+++ Available data

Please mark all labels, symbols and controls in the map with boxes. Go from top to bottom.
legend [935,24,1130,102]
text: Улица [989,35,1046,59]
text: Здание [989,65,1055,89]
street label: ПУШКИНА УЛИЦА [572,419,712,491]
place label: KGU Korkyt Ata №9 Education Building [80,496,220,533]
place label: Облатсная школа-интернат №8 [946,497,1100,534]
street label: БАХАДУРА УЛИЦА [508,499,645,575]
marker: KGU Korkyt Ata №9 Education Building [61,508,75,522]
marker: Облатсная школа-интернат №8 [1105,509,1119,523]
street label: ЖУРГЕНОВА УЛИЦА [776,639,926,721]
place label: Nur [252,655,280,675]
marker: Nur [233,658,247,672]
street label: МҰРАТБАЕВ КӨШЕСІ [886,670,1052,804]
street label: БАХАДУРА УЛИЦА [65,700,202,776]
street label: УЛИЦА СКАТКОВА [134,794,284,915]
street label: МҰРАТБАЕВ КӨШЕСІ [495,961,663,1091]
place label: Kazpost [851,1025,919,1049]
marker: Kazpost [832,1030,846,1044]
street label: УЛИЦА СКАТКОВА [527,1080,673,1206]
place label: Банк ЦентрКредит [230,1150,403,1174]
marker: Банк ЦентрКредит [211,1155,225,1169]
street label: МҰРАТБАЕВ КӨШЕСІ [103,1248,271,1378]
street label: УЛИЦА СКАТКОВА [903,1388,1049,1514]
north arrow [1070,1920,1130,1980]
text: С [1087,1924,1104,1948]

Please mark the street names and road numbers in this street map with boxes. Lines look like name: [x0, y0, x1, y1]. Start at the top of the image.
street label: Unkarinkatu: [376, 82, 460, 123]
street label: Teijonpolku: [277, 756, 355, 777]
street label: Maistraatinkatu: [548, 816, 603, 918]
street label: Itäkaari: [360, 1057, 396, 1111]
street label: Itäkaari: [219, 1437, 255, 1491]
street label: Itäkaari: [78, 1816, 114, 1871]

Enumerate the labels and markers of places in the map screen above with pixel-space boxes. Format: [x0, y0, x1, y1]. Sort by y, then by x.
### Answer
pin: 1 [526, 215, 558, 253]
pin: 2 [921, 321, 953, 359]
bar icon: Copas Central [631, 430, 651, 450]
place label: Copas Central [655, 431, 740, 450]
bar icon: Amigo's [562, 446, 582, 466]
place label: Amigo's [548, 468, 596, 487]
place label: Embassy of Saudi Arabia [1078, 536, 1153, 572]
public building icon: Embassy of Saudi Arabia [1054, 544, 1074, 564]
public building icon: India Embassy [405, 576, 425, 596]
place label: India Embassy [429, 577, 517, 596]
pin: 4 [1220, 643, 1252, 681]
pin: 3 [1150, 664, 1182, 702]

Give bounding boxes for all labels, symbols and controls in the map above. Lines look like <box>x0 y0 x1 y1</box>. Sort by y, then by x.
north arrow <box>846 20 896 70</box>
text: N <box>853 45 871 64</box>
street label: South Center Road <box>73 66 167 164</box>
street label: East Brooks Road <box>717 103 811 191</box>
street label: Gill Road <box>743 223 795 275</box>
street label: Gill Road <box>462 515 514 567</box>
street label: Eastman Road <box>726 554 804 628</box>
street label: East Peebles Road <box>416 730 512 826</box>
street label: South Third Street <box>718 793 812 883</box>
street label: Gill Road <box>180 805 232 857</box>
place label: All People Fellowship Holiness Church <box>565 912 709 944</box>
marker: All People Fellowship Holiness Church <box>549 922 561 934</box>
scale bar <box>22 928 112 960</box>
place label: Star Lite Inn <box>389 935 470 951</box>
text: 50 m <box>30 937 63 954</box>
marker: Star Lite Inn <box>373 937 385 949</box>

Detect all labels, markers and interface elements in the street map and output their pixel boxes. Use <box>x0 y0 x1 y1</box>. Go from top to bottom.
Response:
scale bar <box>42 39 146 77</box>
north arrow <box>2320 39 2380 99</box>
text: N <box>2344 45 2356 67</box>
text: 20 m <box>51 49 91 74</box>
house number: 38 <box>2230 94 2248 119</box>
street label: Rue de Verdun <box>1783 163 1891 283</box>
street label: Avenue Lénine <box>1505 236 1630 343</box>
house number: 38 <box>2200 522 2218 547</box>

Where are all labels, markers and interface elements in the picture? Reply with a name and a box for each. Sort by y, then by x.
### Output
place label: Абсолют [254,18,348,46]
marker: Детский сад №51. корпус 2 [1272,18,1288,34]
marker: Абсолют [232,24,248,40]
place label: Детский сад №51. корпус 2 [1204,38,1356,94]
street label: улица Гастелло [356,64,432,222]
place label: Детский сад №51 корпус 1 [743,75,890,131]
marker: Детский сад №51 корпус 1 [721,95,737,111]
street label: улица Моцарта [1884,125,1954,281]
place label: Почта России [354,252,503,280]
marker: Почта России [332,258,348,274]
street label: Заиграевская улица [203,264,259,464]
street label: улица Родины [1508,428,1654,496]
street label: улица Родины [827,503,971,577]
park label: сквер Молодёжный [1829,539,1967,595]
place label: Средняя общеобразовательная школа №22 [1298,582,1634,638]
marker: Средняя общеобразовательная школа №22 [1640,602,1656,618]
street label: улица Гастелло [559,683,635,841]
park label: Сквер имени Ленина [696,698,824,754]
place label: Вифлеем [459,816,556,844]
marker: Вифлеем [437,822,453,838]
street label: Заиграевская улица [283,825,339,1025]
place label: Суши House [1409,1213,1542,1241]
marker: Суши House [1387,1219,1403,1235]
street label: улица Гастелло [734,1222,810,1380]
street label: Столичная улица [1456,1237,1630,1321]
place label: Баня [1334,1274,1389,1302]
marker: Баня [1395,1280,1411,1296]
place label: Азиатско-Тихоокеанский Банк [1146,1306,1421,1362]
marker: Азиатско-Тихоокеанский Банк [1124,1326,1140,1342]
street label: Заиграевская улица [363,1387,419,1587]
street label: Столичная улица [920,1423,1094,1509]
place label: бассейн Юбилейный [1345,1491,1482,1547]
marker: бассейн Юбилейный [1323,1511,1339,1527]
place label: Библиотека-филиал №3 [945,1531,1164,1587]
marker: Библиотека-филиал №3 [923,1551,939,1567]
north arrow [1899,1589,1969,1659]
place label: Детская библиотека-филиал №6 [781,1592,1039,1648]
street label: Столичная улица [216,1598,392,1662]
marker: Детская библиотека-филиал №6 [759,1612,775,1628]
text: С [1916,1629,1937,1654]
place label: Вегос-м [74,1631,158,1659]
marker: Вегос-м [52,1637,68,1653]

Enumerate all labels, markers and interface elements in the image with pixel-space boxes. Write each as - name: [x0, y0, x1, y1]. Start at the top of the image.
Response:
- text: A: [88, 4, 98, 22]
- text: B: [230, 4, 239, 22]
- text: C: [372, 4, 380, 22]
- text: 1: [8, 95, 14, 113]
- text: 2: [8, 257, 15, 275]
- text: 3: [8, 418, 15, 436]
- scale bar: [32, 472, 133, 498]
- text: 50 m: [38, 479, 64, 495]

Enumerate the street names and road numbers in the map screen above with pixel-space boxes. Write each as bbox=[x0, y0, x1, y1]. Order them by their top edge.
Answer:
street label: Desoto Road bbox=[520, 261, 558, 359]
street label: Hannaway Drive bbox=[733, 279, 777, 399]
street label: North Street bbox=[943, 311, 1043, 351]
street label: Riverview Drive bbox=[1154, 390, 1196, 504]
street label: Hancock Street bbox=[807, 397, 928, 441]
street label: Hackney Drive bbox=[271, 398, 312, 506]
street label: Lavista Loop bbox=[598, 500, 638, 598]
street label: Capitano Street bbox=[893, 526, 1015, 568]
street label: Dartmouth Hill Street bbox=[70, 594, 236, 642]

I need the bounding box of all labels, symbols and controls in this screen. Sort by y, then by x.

++++++

*What you will do*: Line by line, set down the material exactly as given.

*Answer to this problem*:
Please mark all labels, symbols and controls in the map with boxes. Go from top to bottom.
legend [935,24,1130,102]
text: Улица [989,35,1046,59]
text: Здание [989,65,1055,89]
street label: ПУШКИНА УЛИЦА [572,419,712,491]
place label: KGU Korkyt Ata №9 Education Building [80,496,220,533]
place label: Облатсная школа-интернат №8 [946,497,1100,534]
street label: БАХАДУРА УЛИЦА [508,499,645,575]
marker: KGU Korkyt Ata №9 Education Building [61,508,75,522]
marker: Облатсная школа-интернат №8 [1105,509,1119,523]
street label: ЖУРГЕНОВА УЛИЦА [776,639,926,721]
place label: Nur [252,655,280,675]
marker: Nur [233,658,247,672]
street label: МҰРАТБАЕВ КӨШЕСІ [886,670,1052,804]
street label: БАХАДУРА УЛИЦА [65,700,202,776]
street label: УЛИЦА СКАТКОВА [134,794,284,915]
street label: МҰРАТБАЕВ КӨШЕСІ [495,961,663,1091]
place label: Kazpost [851,1025,919,1049]
marker: Kazpost [832,1030,846,1044]
street label: УЛИЦА СКАТКОВА [527,1080,673,1206]
place label: Банк ЦентрКредит [230,1150,403,1174]
marker: Банк ЦентрКредит [211,1155,225,1169]
street label: МҰРАТБАЕВ КӨШЕСІ [103,1248,271,1378]
street label: УЛИЦА СКАТКОВА [903,1388,1049,1514]
north arrow [1070,1920,1130,1980]
text: С [1087,1924,1104,1948]

Please mark the street names and road numbers in this street map with boxes. Lines look like name: [x0, y0, x1, y1]. Start at the top of the image.
street label: Unkarinkatu: [376, 82, 460, 123]
street label: Teijonpolku: [277, 756, 355, 777]
street label: Maistraatinkatu: [548, 816, 603, 918]
street label: Itäkaari: [360, 1057, 396, 1111]
street label: Itäkaari: [219, 1437, 255, 1491]
street label: Itäkaari: [78, 1816, 114, 1871]

Enumerate the labels and markers of places in the map screen above with pixel-space boxes. Format: [x0, y0, x1, y1]. Sort by y, then by x.
### Answer
pin: 1 [526, 215, 558, 253]
pin: 2 [921, 321, 953, 359]
bar icon: Copas Central [631, 430, 651, 450]
place label: Copas Central [655, 431, 740, 450]
bar icon: Amigo's [562, 446, 582, 466]
place label: Amigo's [548, 468, 596, 487]
place label: Embassy of Saudi Arabia [1078, 536, 1153, 572]
public building icon: Embassy of Saudi Arabia [1054, 544, 1074, 564]
public building icon: India Embassy [405, 576, 425, 596]
place label: India Embassy [429, 577, 517, 596]
pin: 4 [1220, 643, 1252, 681]
pin: 3 [1150, 664, 1182, 702]

Give bounding boxes for all labels, symbols and controls in the map above. Lines look like <box>x0 y0 x1 y1</box>. Sort by y, then by x.
north arrow <box>846 20 896 70</box>
text: N <box>853 45 871 64</box>
street label: South Center Road <box>73 66 167 164</box>
street label: East Brooks Road <box>717 103 811 191</box>
street label: Gill Road <box>743 223 795 275</box>
street label: Gill Road <box>462 515 514 567</box>
street label: Eastman Road <box>726 554 804 628</box>
street label: East Peebles Road <box>416 730 512 826</box>
street label: South Third Street <box>718 793 812 883</box>
street label: Gill Road <box>180 805 232 857</box>
place label: All People Fellowship Holiness Church <box>565 912 709 944</box>
marker: All People Fellowship Holiness Church <box>549 922 561 934</box>
scale bar <box>22 928 112 960</box>
place label: Star Lite Inn <box>389 935 470 951</box>
text: 50 m <box>30 937 63 954</box>
marker: Star Lite Inn <box>373 937 385 949</box>

Detect all labels, markers and interface elements in the street map and output their pixel boxes. Use <box>x0 y0 x1 y1</box>. Go from top to bottom.
Response:
scale bar <box>42 39 146 77</box>
north arrow <box>2320 39 2380 99</box>
text: N <box>2344 45 2356 67</box>
text: 20 m <box>51 49 91 74</box>
house number: 38 <box>2230 94 2248 119</box>
street label: Rue de Verdun <box>1783 163 1891 283</box>
street label: Avenue Lénine <box>1505 236 1630 343</box>
house number: 38 <box>2200 522 2218 547</box>

Where are all labels, markers and interface elements in the picture? Reply with a name and a box for each. Sort by y, then by x.
### Output
place label: Абсолют [254,18,348,46]
marker: Детский сад №51. корпус 2 [1272,18,1288,34]
marker: Абсолют [232,24,248,40]
place label: Детский сад №51. корпус 2 [1204,38,1356,94]
street label: улица Гастелло [356,64,432,222]
place label: Детский сад №51 корпус 1 [743,75,890,131]
marker: Детский сад №51 корпус 1 [721,95,737,111]
street label: улица Моцарта [1884,125,1954,281]
place label: Почта России [354,252,503,280]
marker: Почта России [332,258,348,274]
street label: Заиграевская улица [203,264,259,464]
street label: улица Родины [1508,428,1654,496]
street label: улица Родины [827,503,971,577]
park label: сквер Молодёжный [1829,539,1967,595]
place label: Средняя общеобразовательная школа №22 [1298,582,1634,638]
marker: Средняя общеобразовательная школа №22 [1640,602,1656,618]
street label: улица Гастелло [559,683,635,841]
park label: Сквер имени Ленина [696,698,824,754]
place label: Вифлеем [459,816,556,844]
marker: Вифлеем [437,822,453,838]
street label: Заиграевская улица [283,825,339,1025]
place label: Суши House [1409,1213,1542,1241]
marker: Суши House [1387,1219,1403,1235]
street label: улица Гастелло [734,1222,810,1380]
street label: Столичная улица [1456,1237,1630,1321]
place label: Баня [1334,1274,1389,1302]
marker: Баня [1395,1280,1411,1296]
place label: Азиатско-Тихоокеанский Банк [1146,1306,1421,1362]
marker: Азиатско-Тихоокеанский Банк [1124,1326,1140,1342]
street label: Заиграевская улица [363,1387,419,1587]
street label: Столичная улица [920,1423,1094,1509]
place label: бассейн Юбилейный [1345,1491,1482,1547]
marker: бассейн Юбилейный [1323,1511,1339,1527]
place label: Библиотека-филиал №3 [945,1531,1164,1587]
marker: Библиотека-филиал №3 [923,1551,939,1567]
north arrow [1899,1589,1969,1659]
place label: Детская библиотека-филиал №6 [781,1592,1039,1648]
street label: Столичная улица [216,1598,392,1662]
marker: Детская библиотека-филиал №6 [759,1612,775,1628]
text: С [1916,1629,1937,1654]
place label: Вегос-м [74,1631,158,1659]
marker: Вегос-м [52,1637,68,1653]

Enumerate all labels, markers and interface elements in the image with pixel-space boxes. Write each as - name: [x0, y0, x1, y1]. Start at the top of the image.
Response:
- text: A: [88, 4, 98, 22]
- text: B: [230, 4, 239, 22]
- text: C: [372, 4, 380, 22]
- text: 1: [8, 95, 14, 113]
- text: 2: [8, 257, 15, 275]
- text: 3: [8, 418, 15, 436]
- scale bar: [32, 472, 133, 498]
- text: 50 m: [38, 479, 64, 495]

Enumerate the street names and road numbers in the map screen above with pixel-space boxes. Write each as bbox=[x0, y0, x1, y1]. Order them by their top edge.
Answer:
street label: Desoto Road bbox=[520, 261, 558, 359]
street label: Hannaway Drive bbox=[733, 279, 777, 399]
street label: North Street bbox=[943, 311, 1043, 351]
street label: Riverview Drive bbox=[1154, 390, 1196, 504]
street label: Hancock Street bbox=[807, 397, 928, 441]
street label: Hackney Drive bbox=[271, 398, 312, 506]
street label: Lavista Loop bbox=[598, 500, 638, 598]
street label: Capitano Street bbox=[893, 526, 1015, 568]
street label: Dartmouth Hill Street bbox=[70, 594, 236, 642]

I need the bounding box of all labels, symbols and controls in this screen. Sort by y, then by x.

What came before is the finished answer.